Sinsi derken, tabi ki vücudumuzda yerleşen ve biz hayatımıza devam ederken, onun da devam ederek bedenimizi işgal etmeye kalkışan hastalık etkenlerinden bahsediyoruz. Zira örneğin nezle olduğumuzda, bir yerimiz incindiğinde bunu anlar ve önlemimizi, tedavimizi alırız. Ama bazı hastalıklar vardır ki, hem çok tehlikelidir hem de erken teşhis konamazsa istenmeyen sonuçlarla kaşılaşılabilinir.
Bunlardan biri de kolon kanseri ya da daha bildiğimiz adıyla kalın bağırsak kanseridir. Kalın bağırsak sindirim sistemimizin son kısmıdır. Kas yapısı başta olmak üzere kuvvetli bir doku yapısı vardır. İç yüzeyini döşeyen dokuların sıkça değişim gerektiren bir yapıda olması ise belki bir handikap doğurmaktadır ve bu bölgeye ait kanserlerin sıkça görülmesine yol açmaktadır. ABD’nde 2019 yılında yapılan çalışmaya göre hem kadın, hem erkeklerde üçüncü sıklıkta görülen kanser tipi olması konunun önemini göstermektedir. Aile hikâyesi, yaş, kalıtımsal ve ırksal yapılar gibi bazı değiştirilemeyen risk faktörleri olması yanında obezite, kırmızı et ağırlıklı beslenme, sigara, alkol gibi değiştirilebilir davranışlarda kanserin gelişiminde etkili olmaktadır.
Son yapılan bir araştırmada da bilim adamları, antibiyotiklerin bağırsak mikrobiyomunun dengesini bozarak bağışıklık sistemi düzensizliğine ve hastalığa neden olabileceğini düşünerek yeni bir araştırma yaptılar. Bu arada mikrobiyom ya da flora kavramını da açmamız gereklidir. Mide-bağırsak sisteminde yaşayan mikroorganizmaların ortak adı bağırsak mikrobiyomudur ve sağlığımızla karmaşık bir ilişkisi vardır. Bu mikroorganizmalar yiyecekleri sindirmeye, toksik kimyasalları parçalamaya ve bağışıklık sistemini düzenlemeye yardımcı olan önemli maddeleri üretmekte ya da işlemektedir.
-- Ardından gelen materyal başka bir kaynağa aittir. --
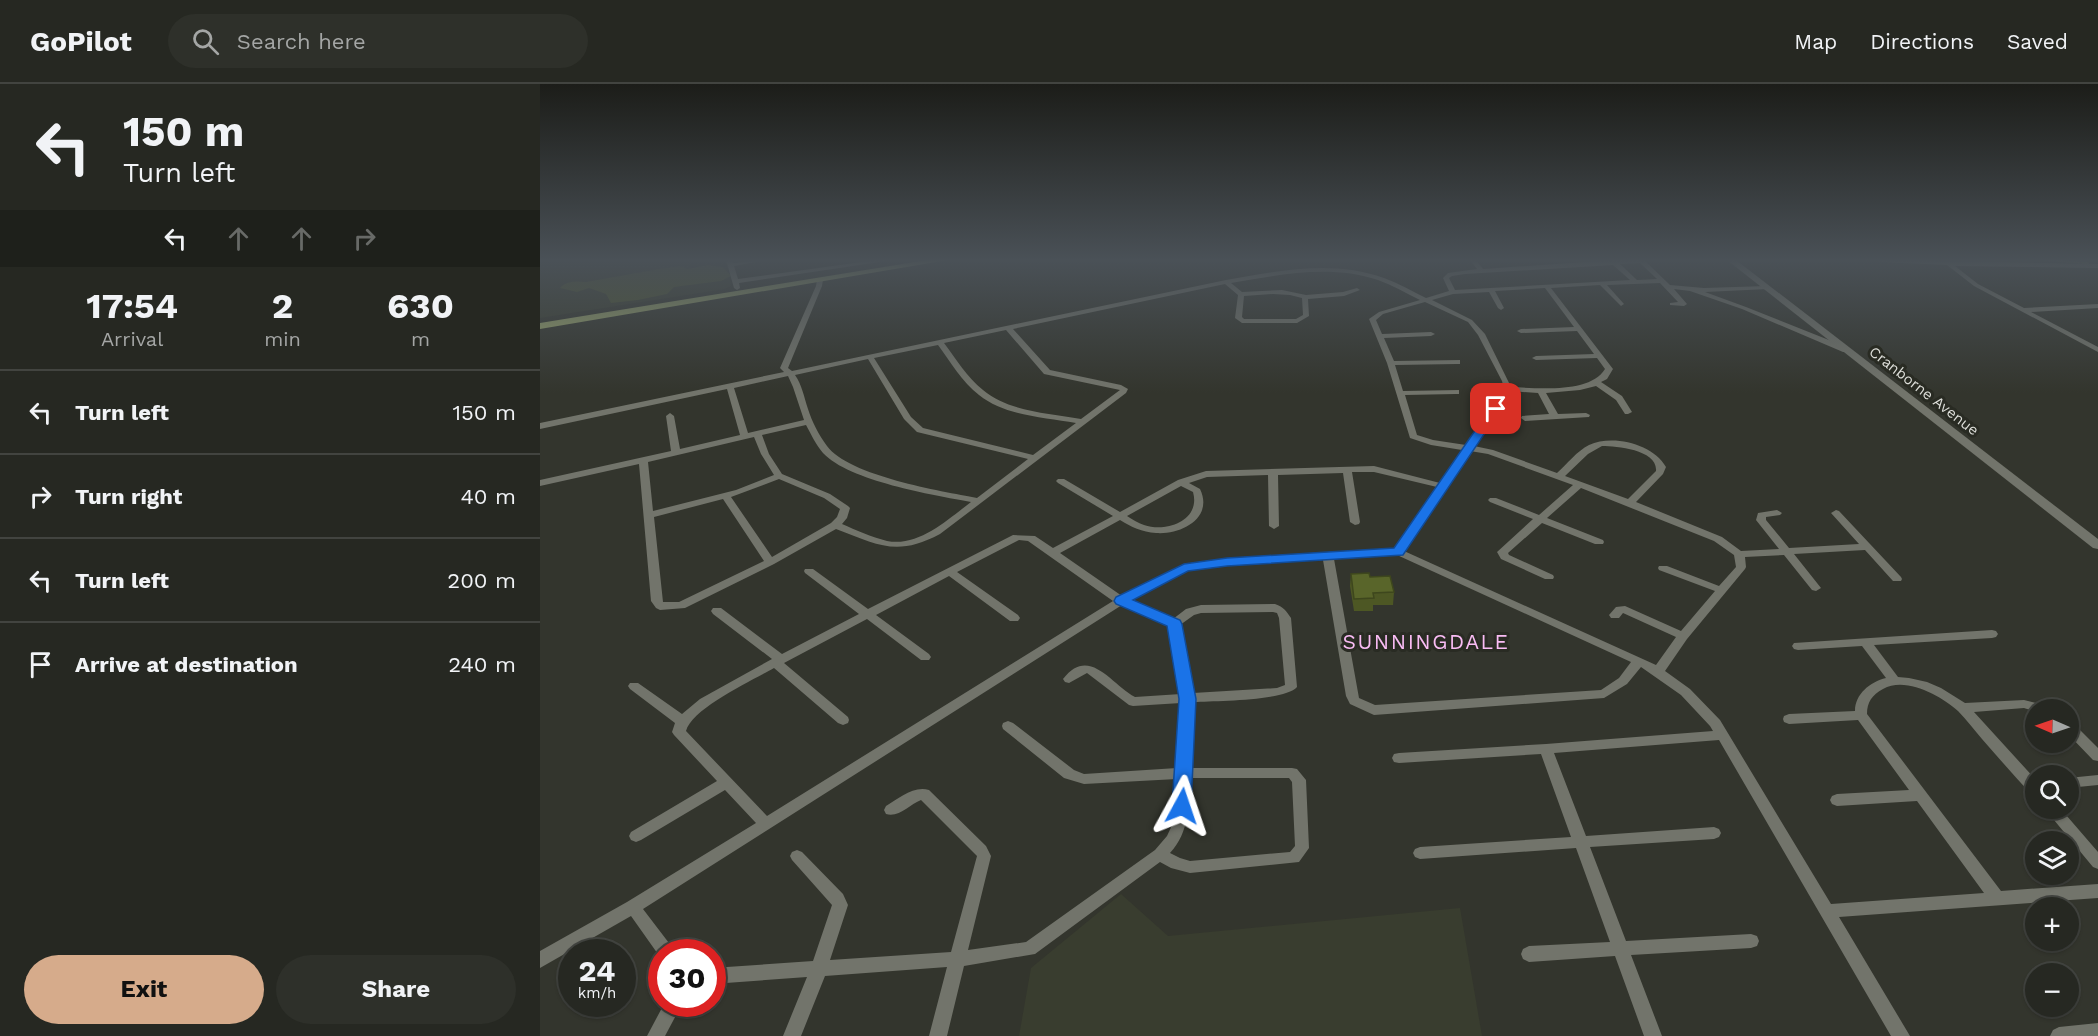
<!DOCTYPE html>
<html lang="en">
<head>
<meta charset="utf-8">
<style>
  :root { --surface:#262822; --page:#2e302a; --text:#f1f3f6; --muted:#a4a6a5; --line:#424440; --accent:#d6ab8b }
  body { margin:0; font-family:"Work Sans",sans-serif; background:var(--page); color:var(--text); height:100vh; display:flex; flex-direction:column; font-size:22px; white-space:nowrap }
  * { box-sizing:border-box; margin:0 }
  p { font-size:20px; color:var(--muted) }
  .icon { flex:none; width:33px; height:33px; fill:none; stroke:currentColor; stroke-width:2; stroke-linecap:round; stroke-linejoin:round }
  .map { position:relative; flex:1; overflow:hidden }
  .sheet { display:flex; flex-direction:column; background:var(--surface); width:540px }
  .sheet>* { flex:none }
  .banner { background:#262822; color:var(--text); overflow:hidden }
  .needle { width:39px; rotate:272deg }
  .fabs { position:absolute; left:1485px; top:615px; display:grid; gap:12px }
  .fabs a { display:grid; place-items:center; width:54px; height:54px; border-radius:50%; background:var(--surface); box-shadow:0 2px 4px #0004,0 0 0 2px var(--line); font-size:30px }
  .speed { position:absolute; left:18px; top:855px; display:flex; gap:12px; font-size:30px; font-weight:700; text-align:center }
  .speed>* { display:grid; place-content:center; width:78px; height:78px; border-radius:50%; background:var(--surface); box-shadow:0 2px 4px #0004,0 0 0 2px var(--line); line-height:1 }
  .speed small { font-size:15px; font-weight:400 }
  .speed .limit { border:9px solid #d22; background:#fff; color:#111 }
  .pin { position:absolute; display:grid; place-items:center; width:51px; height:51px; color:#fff; margin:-26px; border-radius:12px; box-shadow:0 3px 9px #0006 }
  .me { position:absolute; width:66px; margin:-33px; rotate:5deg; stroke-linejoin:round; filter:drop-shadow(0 0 4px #0008) }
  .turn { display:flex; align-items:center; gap:21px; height:126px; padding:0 24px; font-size:27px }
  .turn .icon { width:78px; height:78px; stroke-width:2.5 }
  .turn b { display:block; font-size:42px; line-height:51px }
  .lanes { display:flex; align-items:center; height:57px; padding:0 24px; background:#0003; justify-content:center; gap:30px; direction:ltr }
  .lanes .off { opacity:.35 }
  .eta { display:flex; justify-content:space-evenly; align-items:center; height:102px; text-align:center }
  .eta b { font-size:36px; font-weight:700; line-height:42px }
  .cta { display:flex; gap:12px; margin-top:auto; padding:12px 24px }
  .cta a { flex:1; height:69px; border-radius:36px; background:var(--accent); color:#111; font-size:24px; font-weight:700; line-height:69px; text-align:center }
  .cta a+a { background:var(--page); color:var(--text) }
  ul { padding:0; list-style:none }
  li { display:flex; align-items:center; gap:18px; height:84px; padding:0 24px; border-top:2px solid var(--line) }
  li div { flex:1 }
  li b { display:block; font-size:22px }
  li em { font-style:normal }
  header { display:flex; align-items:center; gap:36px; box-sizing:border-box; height:84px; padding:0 30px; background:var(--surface); border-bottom:2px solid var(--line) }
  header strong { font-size:28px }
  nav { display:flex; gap:33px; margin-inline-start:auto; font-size:21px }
  .search { width:420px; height:54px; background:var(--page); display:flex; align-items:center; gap:15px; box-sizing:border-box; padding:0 21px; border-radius:33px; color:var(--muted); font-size:22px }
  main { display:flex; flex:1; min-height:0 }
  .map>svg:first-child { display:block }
</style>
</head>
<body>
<header>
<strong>GoPilot</strong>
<div class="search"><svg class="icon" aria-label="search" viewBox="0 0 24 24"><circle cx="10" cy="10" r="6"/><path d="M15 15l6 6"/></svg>Search here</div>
<nav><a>Map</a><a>Directions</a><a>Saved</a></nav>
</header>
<main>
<section class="sheet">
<div class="banner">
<div class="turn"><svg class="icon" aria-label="left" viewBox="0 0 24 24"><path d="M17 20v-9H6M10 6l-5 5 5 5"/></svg><div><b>150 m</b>Turn left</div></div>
<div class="lanes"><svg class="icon" aria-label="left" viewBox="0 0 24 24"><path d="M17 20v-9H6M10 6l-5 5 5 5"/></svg><svg class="icon off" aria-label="ahead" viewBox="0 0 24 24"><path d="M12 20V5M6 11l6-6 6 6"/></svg><svg class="icon off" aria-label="ahead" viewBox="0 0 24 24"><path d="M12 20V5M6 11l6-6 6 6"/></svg><svg class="icon off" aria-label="right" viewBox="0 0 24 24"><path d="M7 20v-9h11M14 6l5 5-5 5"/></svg></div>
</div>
<div class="eta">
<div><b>17:54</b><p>Arrival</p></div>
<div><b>2</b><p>min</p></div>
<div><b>630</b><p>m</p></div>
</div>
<ul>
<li><svg class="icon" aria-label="left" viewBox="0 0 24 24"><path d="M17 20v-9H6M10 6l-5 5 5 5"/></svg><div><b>Turn left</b></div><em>150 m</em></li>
<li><svg class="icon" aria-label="right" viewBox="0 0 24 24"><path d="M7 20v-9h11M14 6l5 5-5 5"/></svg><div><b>Turn right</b></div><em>40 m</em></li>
<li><svg class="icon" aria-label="left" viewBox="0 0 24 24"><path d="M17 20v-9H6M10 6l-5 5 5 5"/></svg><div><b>Turn left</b></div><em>200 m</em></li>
<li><svg class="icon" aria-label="arrive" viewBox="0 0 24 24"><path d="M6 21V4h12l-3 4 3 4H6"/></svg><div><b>Arrive at destination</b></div><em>240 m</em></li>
</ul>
<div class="cta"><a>Exit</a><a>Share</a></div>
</section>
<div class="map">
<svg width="1558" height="952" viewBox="0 0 1558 952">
  <rect width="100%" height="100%" fill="#33352d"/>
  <path fill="#393d2f" d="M0,176H149L151,187L188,183L191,202L185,205L0,234Z
    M581,810L628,852L920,824L942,952H479L491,884Z"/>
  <path fill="#4c542e" d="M168,181L183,183L191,192L181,197L134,203L127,210L98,216L71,219L66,210L49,204L37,208L20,204C26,197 36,197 46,198L119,185L140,182L148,185Z"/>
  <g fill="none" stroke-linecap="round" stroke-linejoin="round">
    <path stroke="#7a874c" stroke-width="2" d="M1506,176L1548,179"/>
    <path fill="#72746b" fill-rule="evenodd" d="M186,176H192L193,179L226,176L194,182L198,195L336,176H353L199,199L200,204L197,206L194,204Z
      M930,176H936L943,185L1074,176H1104L1130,201L1164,204L1226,202L1229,204L1228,205L1165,208L1206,223L1309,264V268H1303L1202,225L1150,207L1134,205L1147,220L1144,222L1130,221V219L1138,218L1120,199L1067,201L1084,220L1081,222L1060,201L1011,204L1073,285L1067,295L1061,298L1082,312L1092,328L1088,330H1085L1076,316L1056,302L1040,306L1006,309L1018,330L1046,329L1050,331L1049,333L985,337L981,334L982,332L1009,330L998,309L970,307L934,362L953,366L1017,389C1027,380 1037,367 1049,361C1073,350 1113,360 1126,383L1123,390L1096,418L1182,453L1201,467L1239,465L1216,436L1218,429L1237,426L1242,429L1240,431L1226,433V436L1249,464L1319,460L1291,429L1296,426L1299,427L1361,493L1362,495L1361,497H1353L1325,466L1254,470L1281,504L1276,507L1272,506L1244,471L1205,473L1206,483L1205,485L1147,555L1125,587L1150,605L1180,636L1291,820L1444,809L1377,717L1297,722L1292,720L1290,716L1292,712L1297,710L1369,706L1318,636L1249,640L1244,638L1243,635L1244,632L1249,630L1315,627C1315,610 1330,598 1346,594L1322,562L1258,566L1254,565L1252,562L1254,559L1452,546L1456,547L1458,550L1456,553L1452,554L1334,561L1358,593L1369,594L1387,598L1401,604L1425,619L1484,616L1512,623L1513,626H1496V628L1484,624L1434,628L1496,696V711L1491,710C1474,692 1458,673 1442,655C1434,646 1427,636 1418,627C1401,612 1366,592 1343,605C1332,611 1327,618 1327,630L1461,807L1558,800V814L1299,833L1370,952H1351L1179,656L1014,669L1046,752L1174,743L1179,745L1181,749L1179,753L1174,755L1050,763L1086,857L1211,850L1217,852L1219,857L1217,862L1211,864L1091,871L1122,952H1104L1075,872L989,878L983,875L981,870L983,865L989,862L1070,858L1036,764L880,775L875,773L873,769L875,765L880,763L1031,753L1001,670L859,679L854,678L852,674L854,670L859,669L1006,660L1173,647L1170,642L1141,611L1101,583L1087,600L1064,614L834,631L810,620L806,612L783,476L687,481L647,487L590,517L633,535L646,525L661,521L735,520C744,523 746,527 751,534L757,603C745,617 675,617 654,618L651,684H752L757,685L766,696L769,764L759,778L650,789L631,784L620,778L495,870L424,882L407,952H389L407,883L285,892L261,952H243L267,893L172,900V884L273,877L292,821L252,776L250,772L252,768L257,766L262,768L303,810L308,821L290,876L411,868L437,772L381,716C370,720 359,734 346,730L344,726L346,722C358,715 374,701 389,706L446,762L451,772L428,866L486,858L615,766L627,752L633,739L637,695L544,700L524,694L463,645L462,642L463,639L468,637L473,639L534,686L544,690L637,684L641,619L593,622L589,621L547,589L529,599L525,598L523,595C549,561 571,600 595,613L641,610L629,542L582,521L103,825L132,863L134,868H122V874L120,873L91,832L0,884V867L87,818L216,739L185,706L101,756L96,758L91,756L89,752L91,748L177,697L134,651L132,648L135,639L90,605L88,602L90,599H98L142,630L160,615L232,575L173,530L171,527L173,524H181L242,570L319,530L265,489L264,487L265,485H273L328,525L473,451L495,452L513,464L573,432L518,399L516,397L518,395H524L580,428L638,396L666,387L834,382L900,399L922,366L891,361L870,354L847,279L829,235L839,228L880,216C866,209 852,201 838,196C790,180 739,191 691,199L702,208L742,206L766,211L803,208L817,204L820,206L804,212L768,215L769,232L757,239H702L695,234L698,211L685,200L473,245L510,286L581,301L588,305L586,309L400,450C357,473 338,461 296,445L234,480L145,524L120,526L116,524L111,517L99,380L0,402V396L131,367L126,332L130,329L134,332L140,365L200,351L187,305L0,345V339L244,288L240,284L276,202L277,196L280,194L283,196L282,202L248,284L252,287L686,196C737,187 793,175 844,194C858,199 872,207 886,214L909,207L903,194L908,189L937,185ZM1100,179L1117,195L1097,196L1080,180ZM1073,181L1090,196L915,206L909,194L912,192L925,190ZM1005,204L1034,243L981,245L977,247L981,249L1037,247L1054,270L996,272L992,274L996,276L1057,274L1065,285C1050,310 997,304 971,303L945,250L932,236L892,216L913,210L949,208L958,224L961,226L964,224L955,207ZM733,210L750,211L762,214L763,231L756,235H704L702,233L704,212ZM885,218L928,238L938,251L962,297L964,305L926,361L893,356L877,351L865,311L916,310H919V306L863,307L855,281L917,280H920V276L854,277L844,254L891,252L895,250L891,248L842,250L836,236L843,230ZM466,246L504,290L580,306L541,335C509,329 469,328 443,306C427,293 416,275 404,259ZM398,261C410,277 422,298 439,311C465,332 504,333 536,339L493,371L383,344L371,333L334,274ZM328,275L364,335L377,348L488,375L437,414C401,407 309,392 287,362C279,351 272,338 268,325C264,313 262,301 255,291ZM248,292L253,303L264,336L208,349L194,304ZM266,341C271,350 276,361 283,369C309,397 393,411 431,418C407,436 379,463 347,457C331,453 316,446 302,440L307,434L310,424L308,422L290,410L242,390L229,370L222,351ZM214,353L221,370L234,391L196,406L113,427L108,378ZM1062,362C1077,362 1118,366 1116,387L1088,415L1025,392L1048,370ZM930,367L948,370L1033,401L999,431L956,414H950L948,416L950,418L993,435L957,468L961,475L1005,495H1013L1014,493L1013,491L969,471L968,469L1002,439L1055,460H1063L1064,458L1063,456L1007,434L1041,404L1174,457L1194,471L1196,483L1179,502L1127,482H1119L1118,484L1119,486L1175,507L1141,547L1085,522L1076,523L1069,531L1071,534H1079L1083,529L1136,553L1116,581L864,467ZM812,388H834L897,403L855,465L687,475L644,481L582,512L520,469L580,436C591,443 602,448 616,449C641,451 674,434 660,405L649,399L667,393L728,391L729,442L734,445L739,442L738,391L803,389L810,438L815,441L819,440L820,438ZM239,395L284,414L300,425L297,433L291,439L232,473L191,413ZM641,402L653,408C661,436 627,449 604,441C598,439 592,435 587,432ZM183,415L224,477L139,518H123L114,433ZM479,456L488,457L573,517L227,732L146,647C152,624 213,596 234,584L298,639L303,641L308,639L309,636L308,633L244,579L327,535L381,576H389L391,573L389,570L336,531L409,492L470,537H478L480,534L478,531L417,488ZM857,471L1091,578L1079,594L1061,606L835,621L819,614L794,475ZM733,528L737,529L739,534L745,601L737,604L653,609L640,541L654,531L661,529ZM650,694H749L752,698L755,762L750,768L650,777L640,774L630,769C650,748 648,721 650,694Z
      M1338,176L1558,180V184L1415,182L1438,200L1484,224L1558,220V224L1491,228L1558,263V268L1434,202L1407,181L1341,178Z
      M1528,637L1533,639L1558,664V677L1553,676L1528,650Z
      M1558,691V701L1528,704V694Z
      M1504,724H1520L1558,768V785L1553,783Z
      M124,920H142L125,952H107Z
      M1558,939V952H1510L1513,946L1519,943Z"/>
    <path fill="#72746b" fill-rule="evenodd" d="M1187,176H1196L1558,455V465L1553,464Z"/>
    <path fill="#99a56c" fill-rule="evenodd" d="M387,176H408L0,245V239Z"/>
  </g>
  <path fill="#4d5724" d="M811,490L830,493L854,508L853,521H833V527H814L810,502Z"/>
  <path fill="#59652a" stroke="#3e471d" stroke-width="1.5" d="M829,489L830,493L850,492L854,508L833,509L834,514L814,515L811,490Z"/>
  <linearGradient id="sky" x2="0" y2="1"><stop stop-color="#1c1d19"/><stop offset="0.57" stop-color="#4a5157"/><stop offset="1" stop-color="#4a5157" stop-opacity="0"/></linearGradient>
  <rect width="1558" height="309" fill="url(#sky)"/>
  <path fill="#1a73e8" stroke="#114b97" stroke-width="1.5" d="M956,321L961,325L863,471L687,482L648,487L593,516L640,536L642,540L656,615L651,722L648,727L642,729L635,727L632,722L639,615L627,542L576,520L574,517L576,513L644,480L687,474L854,464L952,322Z"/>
  <g text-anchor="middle" stroke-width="6" stroke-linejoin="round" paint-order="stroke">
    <g font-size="15" fill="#ddded9" stroke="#292b23">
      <text transform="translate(1384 307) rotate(38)" y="5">Cranborne Avenue</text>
    </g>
    <g font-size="21" letter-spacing="1.5" fill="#f9bcf4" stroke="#292b23">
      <text x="886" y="565">SUNNINGDALE</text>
    </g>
  </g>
</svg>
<div class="fabs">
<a><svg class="needle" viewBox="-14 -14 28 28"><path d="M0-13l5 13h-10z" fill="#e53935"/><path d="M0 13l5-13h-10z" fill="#a4a6a5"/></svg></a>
<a><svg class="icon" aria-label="search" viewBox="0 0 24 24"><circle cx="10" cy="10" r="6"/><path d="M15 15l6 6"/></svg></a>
<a><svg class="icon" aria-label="layers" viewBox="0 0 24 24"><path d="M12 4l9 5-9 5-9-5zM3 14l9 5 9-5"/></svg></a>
<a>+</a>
<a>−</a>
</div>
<div class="speed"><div>24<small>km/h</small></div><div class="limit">30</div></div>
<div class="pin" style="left:956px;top:325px;background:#d93025"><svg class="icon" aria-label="arrive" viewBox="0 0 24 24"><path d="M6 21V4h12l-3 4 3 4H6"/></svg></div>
<svg class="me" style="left:642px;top:722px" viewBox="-20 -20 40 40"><path d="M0-17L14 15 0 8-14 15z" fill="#1a73e8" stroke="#fff" stroke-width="4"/></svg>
</div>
</main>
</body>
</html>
Bilim adamları, birçok hastalığın bu organizmaların sağlıklı dengesinden uzaklaşmayla bağlantılı olduğuna inanmaktadır. Antibiyotikler, bağırsak mikrobiyomunun dengesini bozabilir. Bu da uzmanların bağışıklık sistemini düzenlemek için önemli olduğuna inandığı bazı kimyasalların aşırı veya eksik üretilmesine sonucunu doğurabilir. Barsak florası konusuna önümüzdeki aylarda daha detaylı değineceğiz.
Bugün kullandığımız antibiyotiklerin bize kanseri davet riski var mı?
Gelelim oral antibiyotik kullanımı ile kolon kanseri geliştirme riski arasındaki bağlantıya; daha önceki yıllarda kanser tanısı almış 7.903 kişinin değerlendirmesi sonucunda genel olarak, geçmişte antibiyotik kullanımı 50 yaşın altındakilerde tahmini %49 daha yüksek kolon kanseri riski ve 50 yaş ve üzerindekilerde tahmini %9 daha yüksek risk ile ilişkilendirildi. Tabi ki, çalışma ilk başta bahsettiğimiz risk faktörlerinin ise hiçbir zaman dışlanmaması gerektiğini belirtiyor.
Antibiyotikler ise günlük hayatımızda muhakkak ki önemli yer tutuyor. Yaygın hastalıklarla mücadelede önemli bir araçtır olduğu inkâr edilemez ama bunları alırken doktor tavsiyeleri dâhilinde kullanmak kritik önem taşımaktadır. Zira konu sadece antibiyotik direnci olarak değil, bahsettiğimiz gibi kolon kanseri riski olarak da bize dönebilir.
Son söz olarak akılda tutulması gereken nokta ise kolon kanseri riski nedeniyle tarama programının ihmal edilmemesi gerektiğidir. Hekiminiz ne zaman ve hangi aralıklarla muayene edilmeniz gerektiğini yaşınıza ve muayenenize göre söyleyecektir ama taramaya orta risk taşıyanlarda 45 yaş civarında daha yüksek risklilerde ise daha erken başlandığını not edelim.
Kaynaklar:
Ronald McDowell: Oral antibiotic use and early-onset colorectal cancer: findings from a case-control study using a national clinical database; Br J Cancer. 2021 Dec 17.